(Como lo prometido es deuda, aquí dejo mi cuento, el que se incluye en el libro de la Fundación Abbot)
Nunca pensé que dos letras, dos insignificantes y estúpidas letras, cambiarían el rumbo de mi vida. EM, apuntó el médico en el informe que me entregó sin apenas mirarme a los ojos. Después inició una retahíla científica llena de términos incomprensibles para mí: mielina, autoinmune, brotes…, hasta terminar por pronunciar las palabras que parecía haber esquivado durante toda la consulta: esclerosis múltiple.
Y eso sí sabía yo lo que era, algo terrible.
No sé por qué en vez de ir a mi casa fui a la de mis padres. Quizás esperaba que mi madre me abrazara y me dijera que todo había sido una pesadilla, como cuando despertaba empapada por el sudor de las noches de fiebre y ella enfriaba mi frente con una toalla mojada. Sin embargo, cuando me abrió la puerta, fui incapaz de decirle nada. Saqué fuerzas para engañarla, para fingir una sonrisa falsa y para pedirle una receta que sabía nunca llegaría a preparar.
Después de hablar sobre temas intrascendentes en un forzado tono festivo, me marché de la casa de mi infancia con la sensación de que nunca volvería a ser una niña; que nadie me diría que lo que estaba viviendo era una pesadilla; que la vida real me había atrapado para siempre. Y no hay nada más insoportable que una existencia sin sueños.
Mientras conducía me vino a la cabeza el día que conocí a Alfonso, hacía ya más de dos años. Me mareé al salir del coche, en mitad del aparcamiento del supermercado. Él salía de su coche y se acercó para atenderme. Siempre nos reímos cuando recordamos la extraña forma de conocernos, y damos gracias a aquel mareo que nos fue tan propicio. Ahora, tras escuchar al médico, sé que pudo ser uno de los primeros síntomas de mi enfermedad, de esa EM que amenazaba con comerse mi vida.

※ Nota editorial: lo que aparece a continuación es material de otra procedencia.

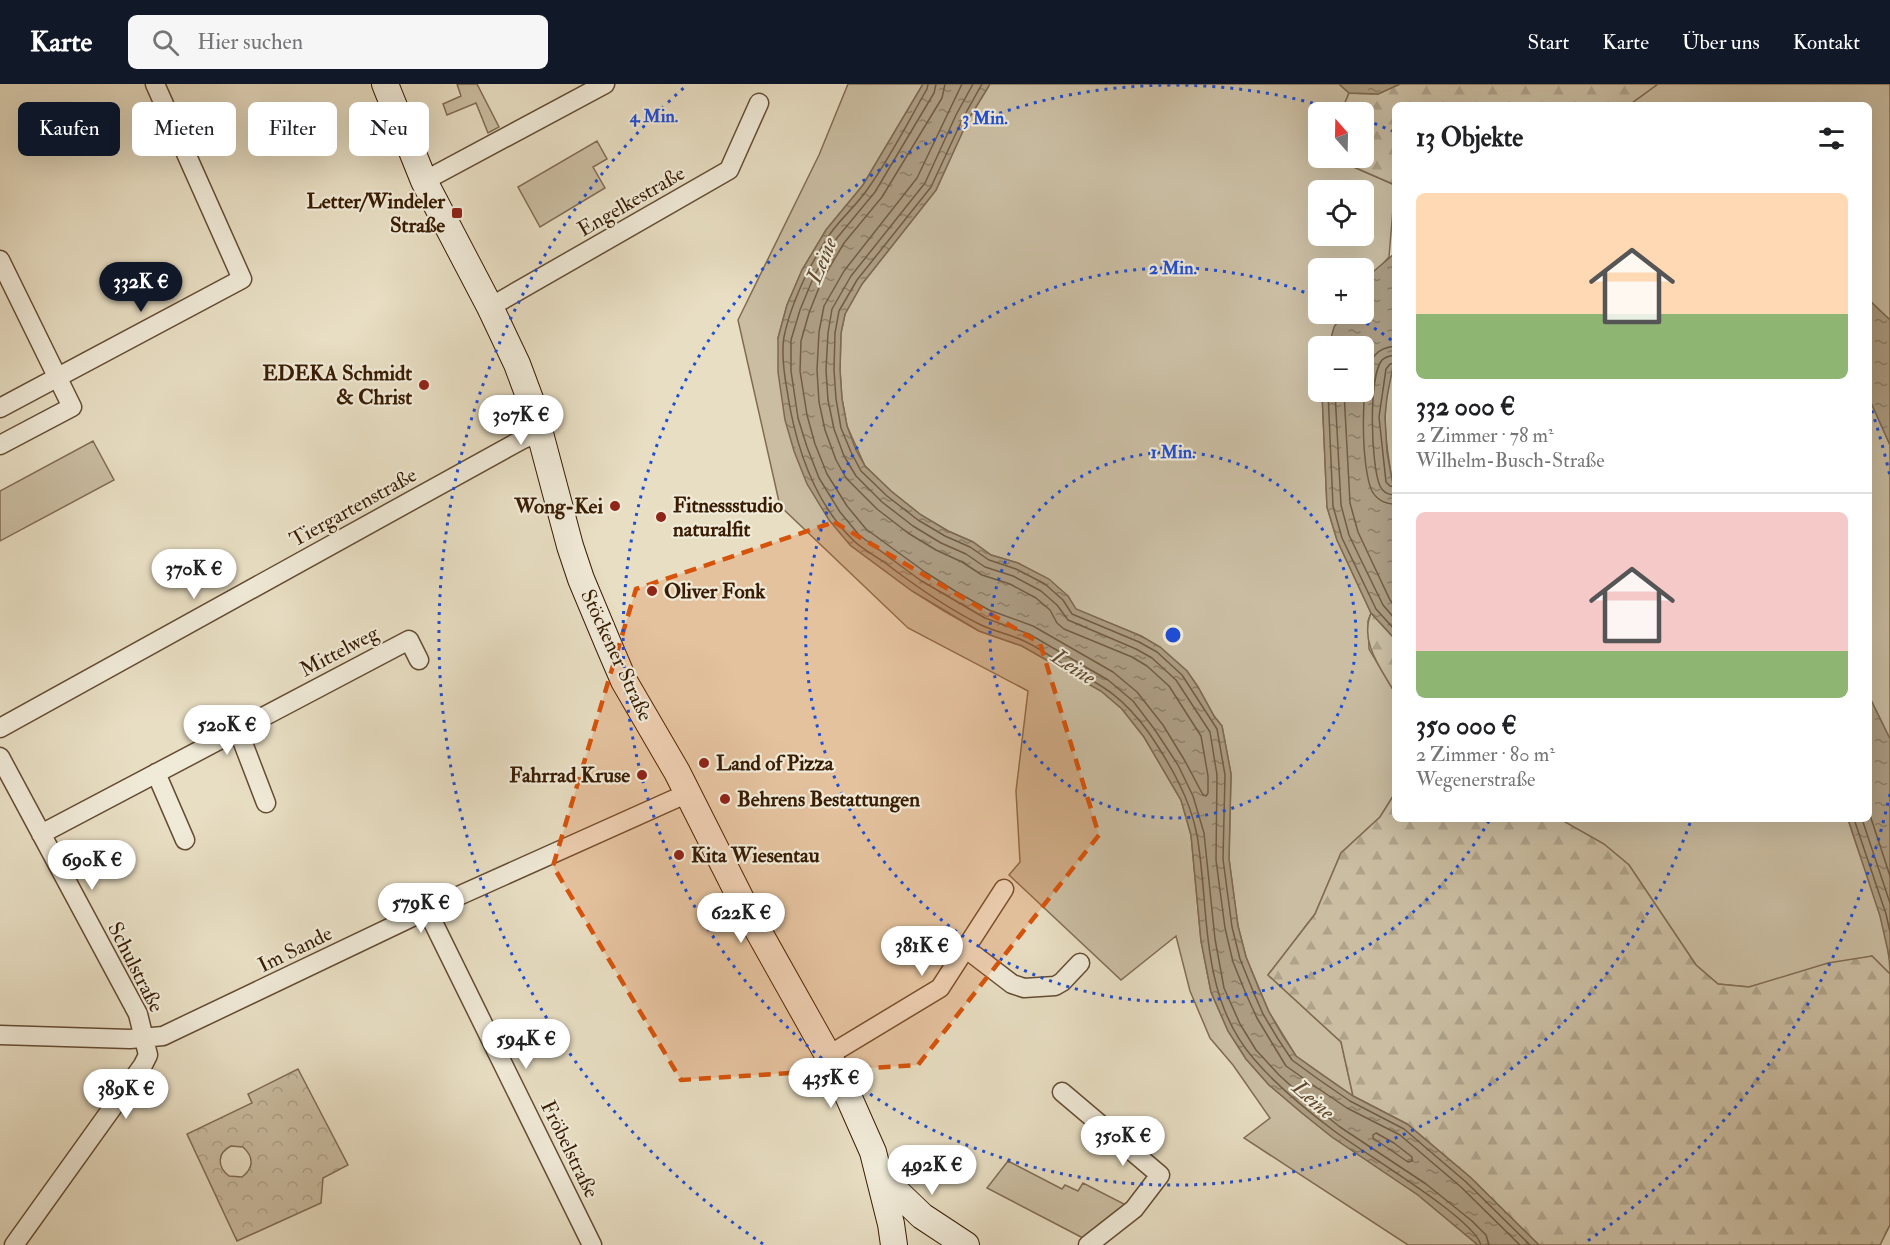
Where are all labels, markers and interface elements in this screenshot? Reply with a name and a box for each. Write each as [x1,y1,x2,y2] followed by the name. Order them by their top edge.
[128,15,548,69] search box
[30,25,92,60] text: Karte
[149,26,182,59] icon: search
[197,28,303,56] text: Hier suchen
[1527,29,1569,56] text: Start
[1602,29,1649,56] text: Karte
[1682,29,1760,56] text: Über uns
[1793,29,1860,56] text: Kontakt
[18,102,120,156] chip: Kaufen
[132,102,236,156] chip: Mieten
[248,102,337,156] chip: Filter
[349,102,429,156] chip: Neu
[1308,102,1374,168] north arrow
[1308,102,1374,402] map controls
[629,105,679,128] text: 4 Min.
[962,107,1008,130] text: 3 Min.
[1416,122,1523,154] text: 13 Objekte
[1815,122,1848,155] icon: filters
[573,160,690,243] street label: Engelkestraße
[1308,180,1374,246] button: locate
[307,188,446,239] place label: Letter/Windeler Straße
[450,206,464,220] marker: Letter/Windeler Straße
[1578,232,1686,340] icon: home
[800,233,844,288] water label: Leine
[1149,257,1197,280] text: 2 Min.
[1308,258,1374,324] button: +
[92,262,190,313] pin: 332K €
[113,269,169,294] text: 332K €
[1308,336,1374,402] button: −
[262,360,412,411] place label: EDEKA Schmidt & Christ
[417,378,431,392] marker: EDEKA Schmidt & Christ
[1416,391,1515,423] text: 332 000 €
[472,395,570,446] pin: 307K €
[492,402,550,427] text: 307K €
[1416,423,1554,448] text: 2 Zimmer · 78 m²
[1150,441,1196,464] text: 1 Min.
[1416,448,1605,473] text: Wilhelm-Busch-Straße
[285,461,422,553] street label: Tiergartenstraße
[672,492,783,543] place label: Fitnessstudio naturalfit
[514,493,603,520] place label: Wong-Kei
[608,499,622,513] marker: Wong-Kei
[654,510,668,524] marker: Fitnessstudio naturalfit
[145,549,243,600] pin: 370K €
[1578,551,1686,659] icon: home
[166,556,222,581] text: 370K €
[664,578,766,605] place label: Oliver Fonk
[645,584,659,598] marker: Oliver Fonk
[574,585,659,726] street label: Stöckener Straße
[295,619,384,683] street label: Mittelweg
[1163,625,1183,645] centre of rings
[1045,642,1101,692] water label: Leine
[178,705,276,756] pin: 520K €
[1416,710,1517,742] text: 350 000 €
[198,712,257,737] text: 520K €
[1416,742,1555,767] text: 2 Zimmer · 80 m²
[716,750,835,777] place label: Land of Pizza
[697,756,711,770] marker: Land of Pizza
[509,762,630,789] place label: Fahrrad Kruse
[1416,767,1535,792] text: Wegenerstraße
[635,768,649,782] marker: Fahrrad Kruse
[737,786,920,813] place label: Behrens Bestattungen
[718,792,732,806] marker: Behrens Bestattungen
[43,840,141,891] pin: 690K €
[691,842,820,869] place label: Kita Wiesentau
[62,847,122,872] text: 690K €
[672,848,686,862] marker: Kita Wiesentau
[372,883,470,934] pin: 579K €
[392,890,450,915] text: 579K €
[692,893,790,944] pin: 622K €
[711,900,771,925] text: 622K €
[101,918,170,1017] street label: Schulstraße
[254,920,337,979] street label: Im Sande
[873,926,971,977] pin: 381K €
[895,933,949,958] text: 381K €
[477,1019,575,1070] pin: 594K €
[496,1026,556,1051] text: 594K €
[782,1058,880,1109] pin: 435K €
[802,1065,860,1090] text: 435K €
[77,1069,175,1120] pin: 389K €
[1286,1073,1341,1126] water label: Leine
[97,1076,155,1101] text: 389K €
[534,1096,605,1203] street label: Fröbelstraße
[1074,1116,1172,1167] pin: 350K €
[1095,1123,1151,1148] text: 350K €
[883,1145,981,1196] pin: 492K €
[901,1152,963,1177] text: 492K €

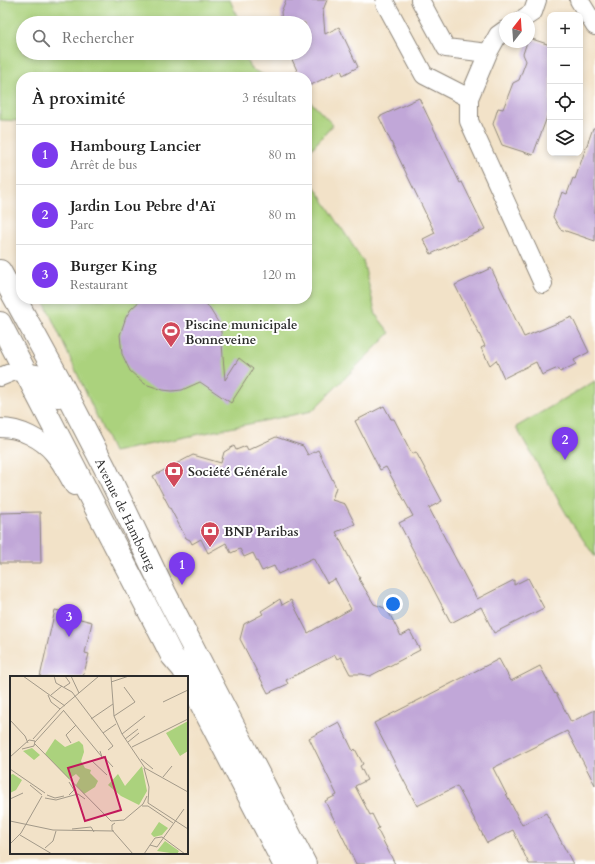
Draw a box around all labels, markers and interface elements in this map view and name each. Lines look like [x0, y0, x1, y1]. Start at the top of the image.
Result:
north arrow [499, 12, 535, 48]
map controls [547, 12, 583, 156]
button: + [547, 12, 583, 48]
search box [16, 16, 312, 60]
icon: search [30, 27, 52, 49]
text: Rechercher [62, 28, 134, 48]
button: − [547, 48, 583, 84]
button: locate [547, 84, 583, 120]
text: À proximité [32, 87, 126, 110]
text: 3 résultats [242, 89, 296, 107]
button: layers [547, 120, 583, 156]
text: Hambourg Lancier [70, 136, 201, 156]
text: 1 [42, 146, 48, 164]
text: 80 m [268, 146, 296, 164]
text: Arrêt de bus [70, 156, 137, 174]
text: Jardin Lou Pebre d'Aï [70, 196, 215, 216]
text: 2 [42, 206, 48, 224]
text: 80 m [268, 206, 296, 224]
text: Parc [70, 216, 94, 234]
text: Burger King [70, 256, 157, 276]
text: 3 [42, 266, 48, 284]
text: 120 m [262, 266, 296, 284]
text: Restaurant [70, 276, 128, 294]
place label: Piscine municipale Bonneveine [185, 316, 297, 349]
sports icon: Piscine municipale Bonneveine [160, 320, 182, 348]
pin: 2 [552, 427, 578, 460]
street label: Avenue de Hambourg [90, 455, 160, 574]
bank icon: Société Générale [163, 460, 185, 488]
place label: Société Générale [188, 463, 288, 481]
bank icon: BNP Paribas [199, 520, 221, 548]
place label: BNP Paribas [224, 523, 299, 541]
pin: 1 [169, 552, 195, 585]
your location [383, 594, 403, 614]
pin: 3 [56, 604, 82, 637]
inset map [10, 676, 188, 854]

Me llevó en su coche a urgencias, pasó toda la tarde a mi lado, yo se lo agradecí emocionada, me encontraba tan sola. Mis padres se habían marchado de viaje, y en aquellas fechas, pleno agosto, apenas me quedaban amigos en la ciudad. Intercambiamos los teléfonos, él acababa de llegar de Alcaudete, un pueblo perdido entre olivos, en la provincia de Jaén, apenas conocía a nadie. Me hizo gracia su acento andaluz, esa forma descarada de comerse las eses y las des. Me gustaron sus manos, que apretaban con firmeza las mías, sus ojos nobles, su nariz recta. Aquella misma tarde pensé que sería un buen padre para mis hijos, esos que aún dudaba si quería tener. Mi edad, me acercaba a los treinta y cinco, me apremiaba.
Alfonso pronto se instaló en mi vida e hizo que olvidara al resto de amantes que alguna vez pasaron por mi cama. Sólo eran cuerpos vacíos, nunca significaron nada. Historias llenas de formas, sin fondo.
Entonces dudaba. Ahora quiero. Lo deseo, lo que más y, sin embargo, dos letras se interponen entre esos niños y yo. El bebé que llevamos buscando sin éxito desde hace más de tres meses, el que nunca vendrá. No puedo traer hijos al mundo sin saber si seré capaz de cuidarlos, de verlos crecer, de acompañarlos a la guardería, al colegio,..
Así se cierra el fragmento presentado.